Crece la tendencia de producir series con fondo político en la era de Donald Trump

La victoria de Donald Trump en las pasadas elecciones estadounidenses ha pillado con el pie cambiado a algunas series, sobre todo aquellas que tienen trasfondo político o que miran muy de cerca a la realidad. Mientras que algunas como House of Cards o Veep reflejan mundos paralelos que no tendrían por qué verse afectados por los acontecimientos políticos reales, otras han visto cómo la realidad ha pasado por encima de ellas, obligándolas incluso a introducir cambios.

En la sexta temporada de Homeland, que acaba de estrenarse en Estados Unidos, la acción se sitúa en Nueva York en el periodo que transcurre entre la elección del nuevo presidente y su nombramiento, el mismo momento que se está viviendo ahora en Estados Unidos y que culminará el próximo 20 de enero, cuando Donald Trump tome posesión de su cargo. Sin embargo, el mundo que imaginaron en Homeland es diferente al real.

Quizá tratando de adelantarse a los acontecimientos, allí, una mujer, senadora por Nueva York (interpretada por Elizabeth Marvel), es la nueva presidenta de Estados Unidos. Aunque la trama se centrará en una amenaza de atentado terrorista en la Gran Manzana —uno de los motivos por los que su estreno se ha retrasado hasta después de las elecciones—, la nueva presidenta tendrá bastante presencia en la historia a través de las nuevas políticas y alianzas que trata de desarrollar.

Cuenta el diario El País que no es la primera vez que Homeland intenta acercarse todo lo posible a la realidad. Ya en la temporada pasada, cuya acción se situaba en Berlín, los personajes de la serie hacían referencia a los atentados de París del 13 de noviembre de 2015 pocos días después de que tuvieran lugar. En el caso de la sexta entrega, el universo de la serie transcurrirá, inevitablemente, por una vía diferente a la real con una presidenta que, según describió Alex Gansa, uno de los creadores de la serie, es "un poco Hillary Clinton, un poco Donald Trump y un poco Bernie Sanders". Sin embargo, los nuevos capítulos también se han ajustado a la nueva realidad, adaptando algunos detalles sobre la marcha en una producción que todavía está en fase de rodaje.

Otras series han visto cómo la victoria de Trump alteraba sus planes. Los guionistas de The Good Fight, drama legal derivado de The Good Wife que CBS estrenará en su plataforma on-line el 19 de febrero, confesaron que los resultados de las últimas elecciones estadounidenses les obligaron a rehacer sus guiones. Según han explicado Robert y Michelle King, creadores de la serie, en un reciente encuentro con la prensa, The Good Fight será "no solo anti Trump, sino también una mirada a cómo los liberales están reaccionando".

"The Good Wife era realmente sobre los años de Obama. Esto ha dado lugar a una nueva serie", dice Robert King. De hecho, el personaje protagonista de The Good Fight, Diane Lockhart, ya era una férrea defensora de Hillary Clinton en The Good Wife, algo que se mantendrá en el spin off.

En el caso de Scandal, la realidad ha obligado a los guionistas a replantearse ciertas tramas de los nuevos capítulos, en este caso por su gran parecido con la realidad.

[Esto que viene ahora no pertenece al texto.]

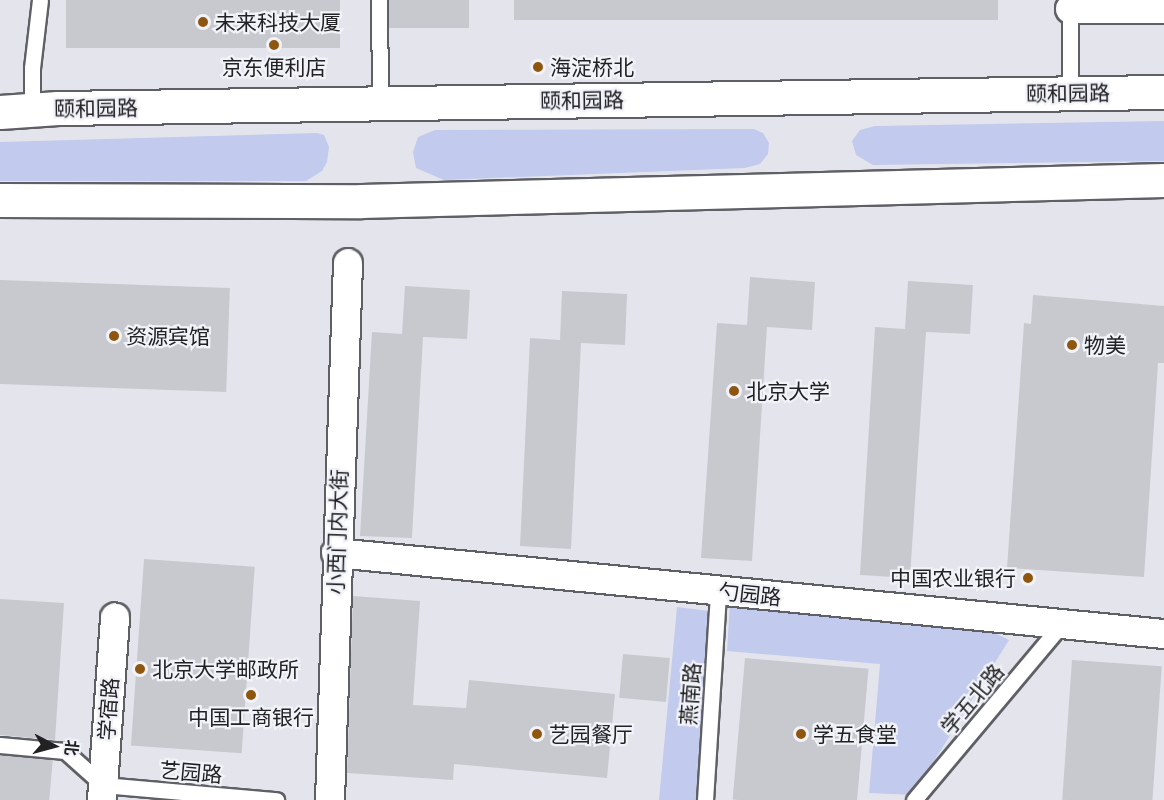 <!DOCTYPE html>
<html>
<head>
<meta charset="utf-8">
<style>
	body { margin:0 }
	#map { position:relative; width:1164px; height:800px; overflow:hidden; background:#e4e5ec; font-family:"Golos Text","Noto Sans SC",sans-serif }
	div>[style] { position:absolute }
	.green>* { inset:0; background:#c2caed }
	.building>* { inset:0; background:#c8c9cf; transform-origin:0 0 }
	.roads { filter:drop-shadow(2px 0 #5f6066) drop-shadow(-2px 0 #5f6066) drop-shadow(0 2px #5f6066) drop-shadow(0 -2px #5f6066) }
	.lane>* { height:15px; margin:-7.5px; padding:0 7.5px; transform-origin:7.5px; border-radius:7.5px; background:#fff }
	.street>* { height:28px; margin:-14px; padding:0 14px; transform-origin:14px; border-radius:14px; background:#fff }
	.secondary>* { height:33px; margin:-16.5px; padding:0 16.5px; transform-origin:16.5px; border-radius:16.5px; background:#fff }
	.dots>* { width:16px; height:16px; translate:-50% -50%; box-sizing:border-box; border:3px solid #f1f3f9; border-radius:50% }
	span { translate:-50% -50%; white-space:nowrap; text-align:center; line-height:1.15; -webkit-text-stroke:4.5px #f1f3f9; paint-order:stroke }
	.poi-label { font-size:21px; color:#222224 }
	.left { translate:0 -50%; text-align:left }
	.right { translate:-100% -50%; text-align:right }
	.street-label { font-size:21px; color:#222224 }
	.north { position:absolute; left:24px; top:716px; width:60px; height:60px; -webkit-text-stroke:4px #f1f3f9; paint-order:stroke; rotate:96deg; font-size:16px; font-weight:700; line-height:24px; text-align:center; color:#222224 }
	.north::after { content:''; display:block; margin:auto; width:21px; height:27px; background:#222224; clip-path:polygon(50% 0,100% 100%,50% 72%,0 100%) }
</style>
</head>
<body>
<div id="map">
	<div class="green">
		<i style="clip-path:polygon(1164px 121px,1164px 161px,873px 165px,856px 155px,852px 141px,860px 130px,875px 126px)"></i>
		<i style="clip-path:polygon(754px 129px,763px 133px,769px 143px,768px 154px,760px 164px,745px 168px,444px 180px,416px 168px,413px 152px,418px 137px,435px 130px)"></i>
		<i style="clip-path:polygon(317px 133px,324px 135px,329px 147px,327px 162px,322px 171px,306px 181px,0 181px,0 142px)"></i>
		<i style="clip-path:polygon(730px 603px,981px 626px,1009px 640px,913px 795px,869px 793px,880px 664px,727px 651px)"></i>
		<i style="clip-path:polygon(677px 607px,709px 611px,696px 800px,659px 800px)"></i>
	</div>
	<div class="building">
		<i style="left:66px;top:0;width:274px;height:48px"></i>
		<i style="left:389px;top:0;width:80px;height:28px"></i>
		<i style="left:514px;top:0;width:484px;height:20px"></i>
		<i style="clip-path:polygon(750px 277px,815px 282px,812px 330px,767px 327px,752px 561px,701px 558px,717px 323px,747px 325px)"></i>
		<i style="left:0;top:280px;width:230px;height:104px;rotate:2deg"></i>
		<i style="clip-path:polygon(908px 281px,973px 285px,970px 334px,926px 332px,910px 578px,860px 575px,875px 327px,905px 329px)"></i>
		<i style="clip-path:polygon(405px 286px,470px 290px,467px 339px,423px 337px,412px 538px,360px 536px,372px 332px,402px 334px)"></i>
		<i style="clip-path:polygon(562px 291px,627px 294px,625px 345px,581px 343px,571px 549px,520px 546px,530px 338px,560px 340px)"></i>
		<i style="clip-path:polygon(1033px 295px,1164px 306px,1164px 363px,1158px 363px,1144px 577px,1007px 568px,1024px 323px,1031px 324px)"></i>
		<i style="left:144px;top:559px;width:111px;height:187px;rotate:4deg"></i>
		<i style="clip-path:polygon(353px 596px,420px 601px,413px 705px,466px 708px,469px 680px,615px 694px,607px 778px,454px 764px,453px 780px,347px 773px)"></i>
		<i style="clip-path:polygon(0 599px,64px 603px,55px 740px,0 735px)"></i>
		<i style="left:623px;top:654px;width:47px;height:44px;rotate:5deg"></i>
		<i style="left:745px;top:658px;width:124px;height:142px;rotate:5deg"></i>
		<i style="left:1072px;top:660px;width:90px;height:140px;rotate:4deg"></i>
		<i style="left:0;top:755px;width:53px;height:45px;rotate:5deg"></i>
	</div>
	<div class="roads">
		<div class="lane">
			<i style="left:379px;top:0;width:104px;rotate:89.4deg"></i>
			<i style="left:1070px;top:3px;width:90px;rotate:90deg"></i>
			<i style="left:32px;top:110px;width:42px;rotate:-90deg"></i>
			<i style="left:32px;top:68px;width:68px;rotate:-83.3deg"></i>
			<i style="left:0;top:745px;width:65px;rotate:5.3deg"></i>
			<i style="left:65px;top:751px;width:51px;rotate:41.8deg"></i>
			<i style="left:103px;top:785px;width:174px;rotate:5deg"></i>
			<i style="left:705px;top:800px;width:209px;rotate:-86.4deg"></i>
			<i style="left:914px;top:800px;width:229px;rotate:-50deg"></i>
		</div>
		<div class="street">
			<i style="left:1070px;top:9px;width:94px"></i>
			<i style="left:336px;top:553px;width:832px;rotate:5.59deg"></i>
			<i style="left:102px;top:800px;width:183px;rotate:-85.9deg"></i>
			<i style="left:330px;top:800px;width:537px;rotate:-88.08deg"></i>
		</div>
		<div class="secondary">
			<i style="left:0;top:112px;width:58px;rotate:-3.9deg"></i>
			<i style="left:58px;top:108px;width:1106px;rotate:-0.83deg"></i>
			<i style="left:0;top:200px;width:361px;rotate:0.2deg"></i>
			<i style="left:361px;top:201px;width:803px;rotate:-1.5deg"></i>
		</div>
	</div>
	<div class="dots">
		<i style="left:203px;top:22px;background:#8f560f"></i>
		<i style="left:274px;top:45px;background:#8f560f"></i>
		<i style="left:538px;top:67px;background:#8f560f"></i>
		<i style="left:114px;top:336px;background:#8f560f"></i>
		<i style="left:1072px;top:345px;background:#8f560f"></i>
		<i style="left:734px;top:391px;background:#8f560f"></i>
		<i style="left:1028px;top:578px;background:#8f560f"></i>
		<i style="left:140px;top:669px;background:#8f560f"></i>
		<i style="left:251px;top:695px;background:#8f560f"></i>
		<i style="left:537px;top:734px;background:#8f560f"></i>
		<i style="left:801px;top:734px;background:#8f560f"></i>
	</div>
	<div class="poi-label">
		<span class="left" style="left:215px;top:22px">未来科技大厦</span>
		<span style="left:274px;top:67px">京东便利店</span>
		<span class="left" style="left:550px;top:67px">海淀桥北</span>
		<span class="left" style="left:126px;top:336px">资源宾馆</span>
		<span class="left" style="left:1084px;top:345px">物美</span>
		<span class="left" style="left:746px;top:391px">北京大学</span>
		<span class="right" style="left:1016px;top:578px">中国农业银行</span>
		<span class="left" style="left:152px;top:669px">北京大学邮政所</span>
		<span style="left:251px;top:717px">中国工商银行</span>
		<span class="left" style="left:549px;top:734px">艺园餐厅</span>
		<span class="left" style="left:813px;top:734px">学五食堂</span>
	</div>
	<div class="street-label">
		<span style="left:1068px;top:93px;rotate:-1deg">颐和园路</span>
		<span style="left:582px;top:100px;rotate:-1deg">颐和园路</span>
		<span style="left:96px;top:108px;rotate:-1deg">颐和园路</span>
		<span style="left:337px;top:532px;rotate:-88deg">小西门内大街</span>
		<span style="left:750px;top:594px;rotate:6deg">勺园路</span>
		<span style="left:690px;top:694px;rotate:-86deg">燕南路</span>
		<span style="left:972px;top:699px;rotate:-50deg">学五北路</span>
		<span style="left:108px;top:709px;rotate:-86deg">学宿路</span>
		<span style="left:191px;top:772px;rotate:5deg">艺园路</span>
	</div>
	<div class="north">北</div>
</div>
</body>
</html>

Como ha explicado en una entrevista Shonda Rhimes, creadora de la serie, en los nuevos episodios querían incluir una línea argumental en la que el gobierno ruso trataba de desestabilizar al de Estados Unidos en unas elecciones. "Tratamos de estar pendientes de todo lo que ocurre en el bando conservador y el liberal, y después intentamos extrapolarlo al grado más loco. Desgraciadamente, la realidad ya se está extrapolando a sí misma a su grado más loco", explicaba Rhimes.

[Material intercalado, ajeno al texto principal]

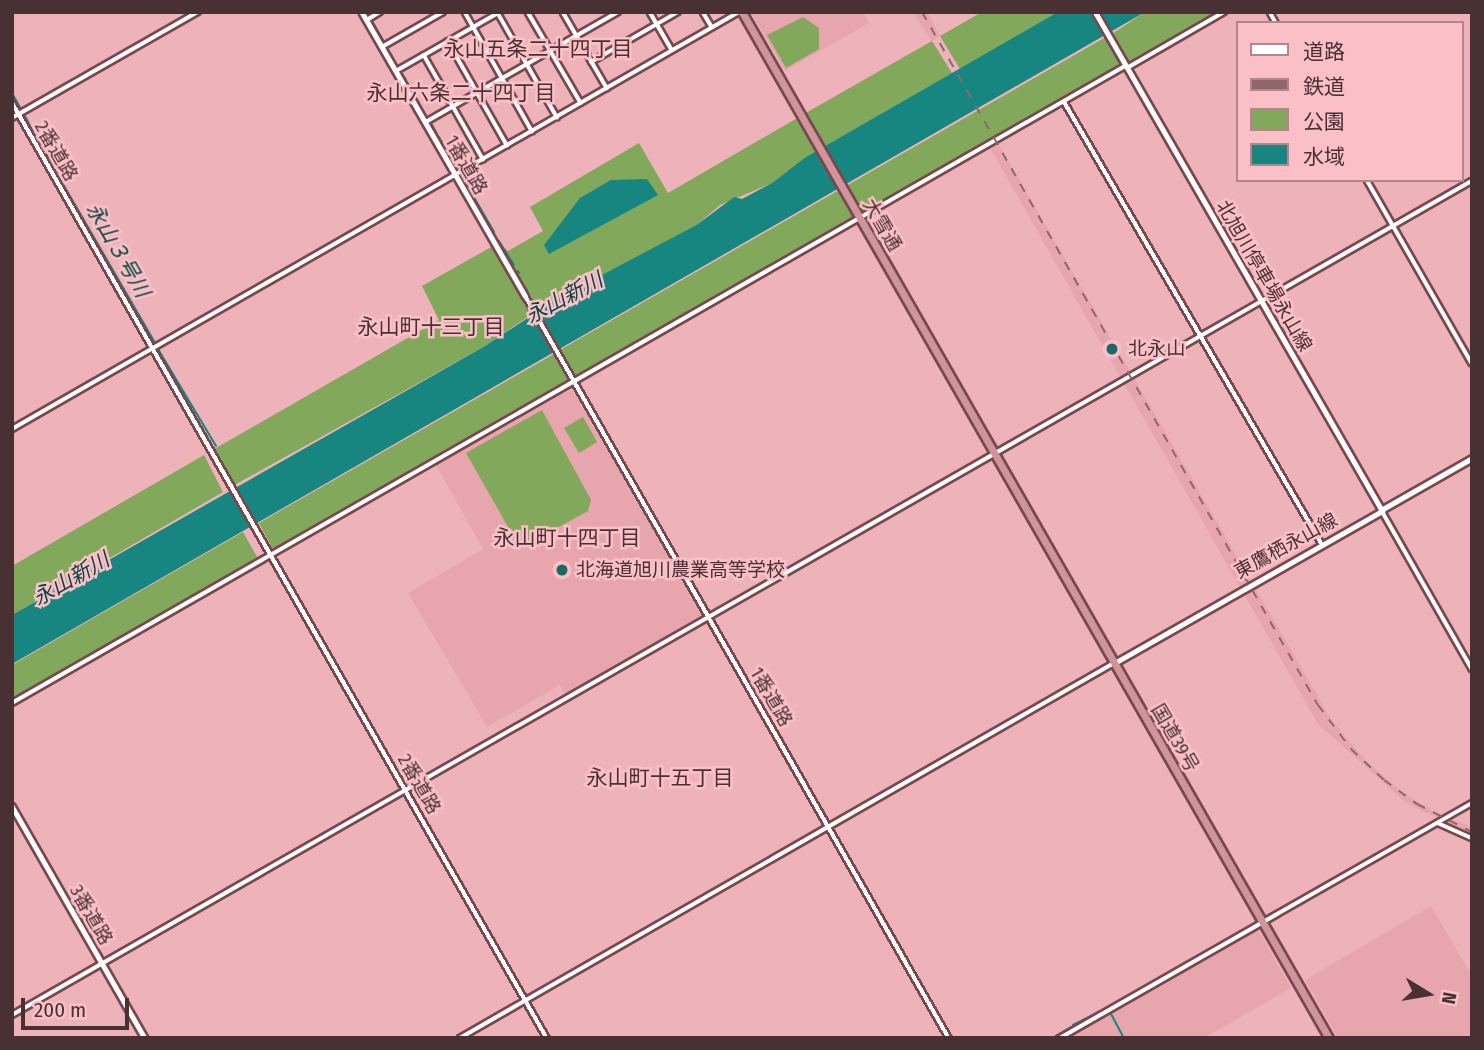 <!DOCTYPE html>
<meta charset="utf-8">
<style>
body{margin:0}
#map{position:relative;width:1484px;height:1050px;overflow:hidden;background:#eeb3ba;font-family:"Fira Sans Condensed","Noto Sans JP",sans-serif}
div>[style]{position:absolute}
.built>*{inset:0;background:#e7a5ad}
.green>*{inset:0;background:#82a85b}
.water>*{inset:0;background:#178681}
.stream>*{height:2px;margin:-1px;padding:0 1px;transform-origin:1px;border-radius:1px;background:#178681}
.roads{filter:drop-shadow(2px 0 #79474e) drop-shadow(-2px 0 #79474e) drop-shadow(0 2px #79474e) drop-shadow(0 -2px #79474e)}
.minor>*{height:3.5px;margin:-1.75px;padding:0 1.75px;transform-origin:1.75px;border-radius:1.75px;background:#fff}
.tertiary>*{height:4.5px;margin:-2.25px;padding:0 2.25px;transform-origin:2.25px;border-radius:2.25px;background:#fff}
.secondary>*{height:5px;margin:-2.5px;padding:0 2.5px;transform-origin:2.5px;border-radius:2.5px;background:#fff}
.trunk>*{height:7px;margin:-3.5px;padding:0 3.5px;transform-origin:3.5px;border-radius:3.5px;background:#d0949c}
.rail>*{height:2px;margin-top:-1px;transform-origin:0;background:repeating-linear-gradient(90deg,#8d676b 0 9px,transparent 0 18px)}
.dots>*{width:19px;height:19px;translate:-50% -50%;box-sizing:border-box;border:4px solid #fbc0c7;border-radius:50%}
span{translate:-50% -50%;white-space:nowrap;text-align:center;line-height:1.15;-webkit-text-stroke:5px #fbc0c7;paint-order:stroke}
.street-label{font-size:19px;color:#483033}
.poi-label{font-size:19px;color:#483033}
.left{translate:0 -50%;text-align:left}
.neighbourhood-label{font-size:21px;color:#483033}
.water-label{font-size:21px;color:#084643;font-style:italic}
.frame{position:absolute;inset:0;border:14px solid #483033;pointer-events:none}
.legend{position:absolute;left:1236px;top:21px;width:228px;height:161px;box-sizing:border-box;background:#fbc0c7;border:2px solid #b3868c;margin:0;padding:9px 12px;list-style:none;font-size:21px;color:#483033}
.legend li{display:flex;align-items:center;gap:14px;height:35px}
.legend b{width:35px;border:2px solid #b3868c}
.north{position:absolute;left:1393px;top:959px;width:70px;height:70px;-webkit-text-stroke:5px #fbc0c7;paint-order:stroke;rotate:101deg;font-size:19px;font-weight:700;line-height:28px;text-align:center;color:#483033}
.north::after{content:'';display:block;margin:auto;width:24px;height:32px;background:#483033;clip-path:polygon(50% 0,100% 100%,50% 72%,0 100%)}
.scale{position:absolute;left:21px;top:998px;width:108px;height:32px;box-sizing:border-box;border:4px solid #483033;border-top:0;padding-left:9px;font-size:21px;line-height:24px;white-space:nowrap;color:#483033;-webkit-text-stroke:5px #fbc0c7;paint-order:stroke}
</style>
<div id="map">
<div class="built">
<div style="clip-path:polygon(863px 12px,869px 23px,785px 71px,752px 14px)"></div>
<div style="clip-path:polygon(912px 12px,927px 12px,940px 36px,932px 41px)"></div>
<div style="clip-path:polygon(998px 143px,1331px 719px,1367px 762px,1401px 791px,1438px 814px,1472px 827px,1472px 836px,1405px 802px,1318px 724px,990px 148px)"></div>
<div style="clip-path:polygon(572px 389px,703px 615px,566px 695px,560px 685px,487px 727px,408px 593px,483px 549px,436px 465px)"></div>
<div style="clip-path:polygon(1431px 906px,1472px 976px,1472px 1038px,1338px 1038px,1305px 980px)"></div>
<div style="clip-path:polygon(1257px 928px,1291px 988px,1204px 1038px,1064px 1038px)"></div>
</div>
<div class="green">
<div style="clip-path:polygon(982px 12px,1059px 12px,960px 69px,940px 36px)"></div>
<div style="clip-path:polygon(1145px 12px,1218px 12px,1128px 63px,1112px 34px)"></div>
<div style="clip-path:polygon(803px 17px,819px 28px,819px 49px,786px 68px,767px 35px)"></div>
<div style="clip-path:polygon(1106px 37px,1122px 65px,862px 217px,846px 186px)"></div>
<div style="clip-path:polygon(932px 41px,952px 73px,824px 147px,804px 114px)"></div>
<div style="clip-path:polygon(799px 117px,817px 150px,772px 183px,720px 205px,698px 224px,538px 310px,499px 243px,508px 251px,543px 231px,530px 207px,639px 143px,668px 193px)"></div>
<div style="clip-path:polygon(841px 189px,857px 220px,577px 381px,560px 350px)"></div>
<div style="clip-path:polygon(493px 246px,532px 314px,485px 346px,229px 488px,209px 452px,439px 320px,422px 286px)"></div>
<div style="clip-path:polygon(554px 354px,572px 384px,275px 553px,259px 523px)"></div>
<div style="clip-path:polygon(542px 410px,591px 500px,588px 511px,520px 548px,466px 453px)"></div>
<div style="clip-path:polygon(583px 417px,597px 442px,579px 453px,564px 428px)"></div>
<div style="clip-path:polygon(204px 455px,223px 492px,12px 615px,12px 566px)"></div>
<div style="clip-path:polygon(243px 532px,260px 562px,12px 703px,12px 665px)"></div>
</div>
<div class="water">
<div style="clip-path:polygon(1058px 12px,1145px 12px,12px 664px,12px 615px,485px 346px,555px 300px,698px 224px,734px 197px,742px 199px,772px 183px,806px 157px)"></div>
<div style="clip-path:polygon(647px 179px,658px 195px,549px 254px,544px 245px,580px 198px,611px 180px)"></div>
</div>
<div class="stream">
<div style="left:367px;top:12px;width:3px;rotate:72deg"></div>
<div style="left:372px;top:21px;width:24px;rotate:60deg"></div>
<div style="left:387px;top:48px;width:18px;rotate:61deg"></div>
<div style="left:402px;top:74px;width:7px;rotate:56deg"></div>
<div style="left:408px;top:84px;width:8px;rotate:67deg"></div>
<div style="left:12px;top:93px;width:18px;rotate:61deg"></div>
<div style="left:414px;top:94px;width:10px;rotate:61deg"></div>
<div style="left:420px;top:106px;width:4px;rotate:56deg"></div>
<div style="left:424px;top:113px;width:4px;rotate:63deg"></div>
<div style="left:25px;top:116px;width:18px;rotate:63deg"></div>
<div style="left:432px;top:125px;width:10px;rotate:61deg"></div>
<div style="left:36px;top:137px;width:33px;rotate:59deg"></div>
<div style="left:439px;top:137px;width:7px;rotate:63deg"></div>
<div style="left:445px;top:148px;width:9px;rotate:63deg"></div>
<div style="left:452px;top:160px;width:7px;rotate:63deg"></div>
<div style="left:56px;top:172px;width:198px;rotate:59.9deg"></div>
<div style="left:461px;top:175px;width:66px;rotate:59.9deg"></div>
<div style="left:499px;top:241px;width:28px;rotate:58deg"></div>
<div style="left:518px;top:271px;width:2px;rotate:63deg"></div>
<div style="left:158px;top:349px;width:113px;rotate:59.1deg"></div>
<div style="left:1110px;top:1012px;width:30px;rotate:62deg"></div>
<div style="left:1073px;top:1025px;width:38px;rotate:-27deg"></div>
<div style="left:1052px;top:1038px;width:22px;rotate:-30deg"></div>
</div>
<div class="roads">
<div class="minor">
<div style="left:465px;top:12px;width:137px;rotate:60.6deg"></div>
<div style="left:528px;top:12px;width:105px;rotate:59.8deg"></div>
<div style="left:563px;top:12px;width:88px;rotate:59.9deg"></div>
<div style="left:650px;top:12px;width:44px;rotate:59.9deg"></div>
<div style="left:703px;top:12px;width:17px;rotate:59deg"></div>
<div style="left:1270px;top:12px;width:13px;rotate:61deg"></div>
<div style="left:498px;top:13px;width:120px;rotate:60.4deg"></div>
<div style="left:367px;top:20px;width:15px;rotate:-32deg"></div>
<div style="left:448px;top:41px;width:120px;rotate:60.4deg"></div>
<div style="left:382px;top:47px;width:70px;rotate:-29.8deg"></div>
<div style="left:424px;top:55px;width:120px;rotate:60.4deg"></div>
<div style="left:591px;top:62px;width:100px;rotate:-29.9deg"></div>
<div style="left:1127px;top:68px;width:112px;rotate:-30deg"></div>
<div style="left:396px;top:71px;width:120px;rotate:-29.6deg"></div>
<div style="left:12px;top:102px;width:1078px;rotate:60.25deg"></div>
<div style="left:1065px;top:103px;width:510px;rotate:59.77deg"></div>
<div style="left:12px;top:118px;width:214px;rotate:-29.7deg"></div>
<div style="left:426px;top:122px;width:221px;rotate:-29.8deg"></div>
<div style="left:1367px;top:180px;width:211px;rotate:60.2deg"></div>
<div style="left:525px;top:295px;width:855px;rotate:60.29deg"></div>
<div style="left:12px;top:429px;width:838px;rotate:-29.84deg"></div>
<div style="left:1382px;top:511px;width:182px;rotate:60.3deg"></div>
<div style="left:12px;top:703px;width:1282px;rotate:-29.78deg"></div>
<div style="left:1438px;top:823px;width:37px;rotate:24deg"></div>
<div style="left:12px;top:1015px;width:1681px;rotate:-29.74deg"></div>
<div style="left:460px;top:1038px;width:754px;rotate:-29.83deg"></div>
<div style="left:1060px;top:1038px;width:474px;rotate:-29.7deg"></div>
</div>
<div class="tertiary">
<div style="left:362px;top:12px;width:327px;rotate:60.1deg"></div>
<div style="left:12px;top:806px;width:267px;rotate:60.2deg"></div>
</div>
<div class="secondary">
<div style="left:1095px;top:12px;width:576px;rotate:60.09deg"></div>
<div style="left:1382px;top:511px;width:308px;rotate:150.4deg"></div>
<div style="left:1381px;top:510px;width:105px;rotate:-29.7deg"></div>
</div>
<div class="trunk">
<div style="left:742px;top:12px;width:1182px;rotate:60.23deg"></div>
</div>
</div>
<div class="rail">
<div style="left:922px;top:12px;width:798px;rotate:60.26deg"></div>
<div style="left:1318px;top:705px;width:55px;rotate:53.1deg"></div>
<div style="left:1351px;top:749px;width:45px;rotate:43.2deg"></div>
<div style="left:1384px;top:780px;width:41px;rotate:36deg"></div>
<div style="left:1417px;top:804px;width:62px;rotate:27deg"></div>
</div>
<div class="dots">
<div style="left:1112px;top:349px;background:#1c6865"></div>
<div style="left:562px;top:570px;background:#1c6865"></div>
</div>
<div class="street-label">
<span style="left:56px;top:151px;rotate:60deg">2番道路</span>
<span style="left:466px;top:165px;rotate:60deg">1番道路</span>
<span style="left:882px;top:225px;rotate:60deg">大雪通</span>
<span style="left:1264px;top:276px;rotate:60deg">北旭川停車場永山線</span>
<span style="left:1286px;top:546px;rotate:-29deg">東鷹栖永山線</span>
<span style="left:771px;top:697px;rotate:60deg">1番道路</span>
<span style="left:1175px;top:738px;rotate:60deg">国道39号</span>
<span style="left:419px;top:784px;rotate:60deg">2番道路</span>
<span style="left:91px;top:915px;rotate:60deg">3番道路</span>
</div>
<div class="poi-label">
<span class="left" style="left:1128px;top:349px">北永山</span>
<span class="left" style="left:576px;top:570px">北海道旭川農業高等学校</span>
</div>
<div class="neighbourhood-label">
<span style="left:538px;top:49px">永山五条二十四丁目</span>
<span style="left:461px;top:93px">永山六条二十四丁目</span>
<span style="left:431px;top:327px">永山町十三丁目</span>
<span style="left:567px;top:538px">永山町十四丁目</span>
<span style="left:660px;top:778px">永山町十五丁目</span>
</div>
<div class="water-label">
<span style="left:118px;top:250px;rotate:60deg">永山３号川</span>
<span style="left:564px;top:298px;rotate:-28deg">永山新川</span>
<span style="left:71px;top:579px;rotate:-30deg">永山新川</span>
</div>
<div class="frame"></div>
<ul class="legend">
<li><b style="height:9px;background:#fff"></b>道路</li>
<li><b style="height:9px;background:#8d676b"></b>鉄道</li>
<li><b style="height:19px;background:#82a85b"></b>公園</li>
<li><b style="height:19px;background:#178681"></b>水域</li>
</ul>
<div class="north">N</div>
<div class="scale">200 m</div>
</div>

El gran parecido con la realidad llevó también a la cadena NBC a posponer la emisión de un episodio de Ley y orden en el que un candidato a la presidencia de Estados Unidos inspirado en Donald Trump se veía envuelto en un sórdido caso cuando varias mujeres realizaban acusaciones sexuales contra él. El capítulo sigue sin fecha de emisión.

La nueva realidad no solo ha afectado a dramas y thrillers políticos. También algunas comedias que juegan con acontecimientos reales en sus tramas han reflejado ya, de una forma u otra, la victoria de Trump en sus capítulos. South Park rehizo un episodio en cuestión de 24 horas para ajustarse a la nueva situación política poco después de que la victoria del candidato republicano fuera un hecho. En Los Simpson, sus guionistas pidieron perdón por vaticinar hace 16 años la presidencia de Trump. Por su parte, Black-ish, una de las comedias de moda en Estados Unidos, y a la que le gusta adentrarse en temas controvertidos, emitió un capítulo en el que, desde el humor, se trataba la reacción de los protagonistas, una familia negra de clase media, ante la victoria de Trump.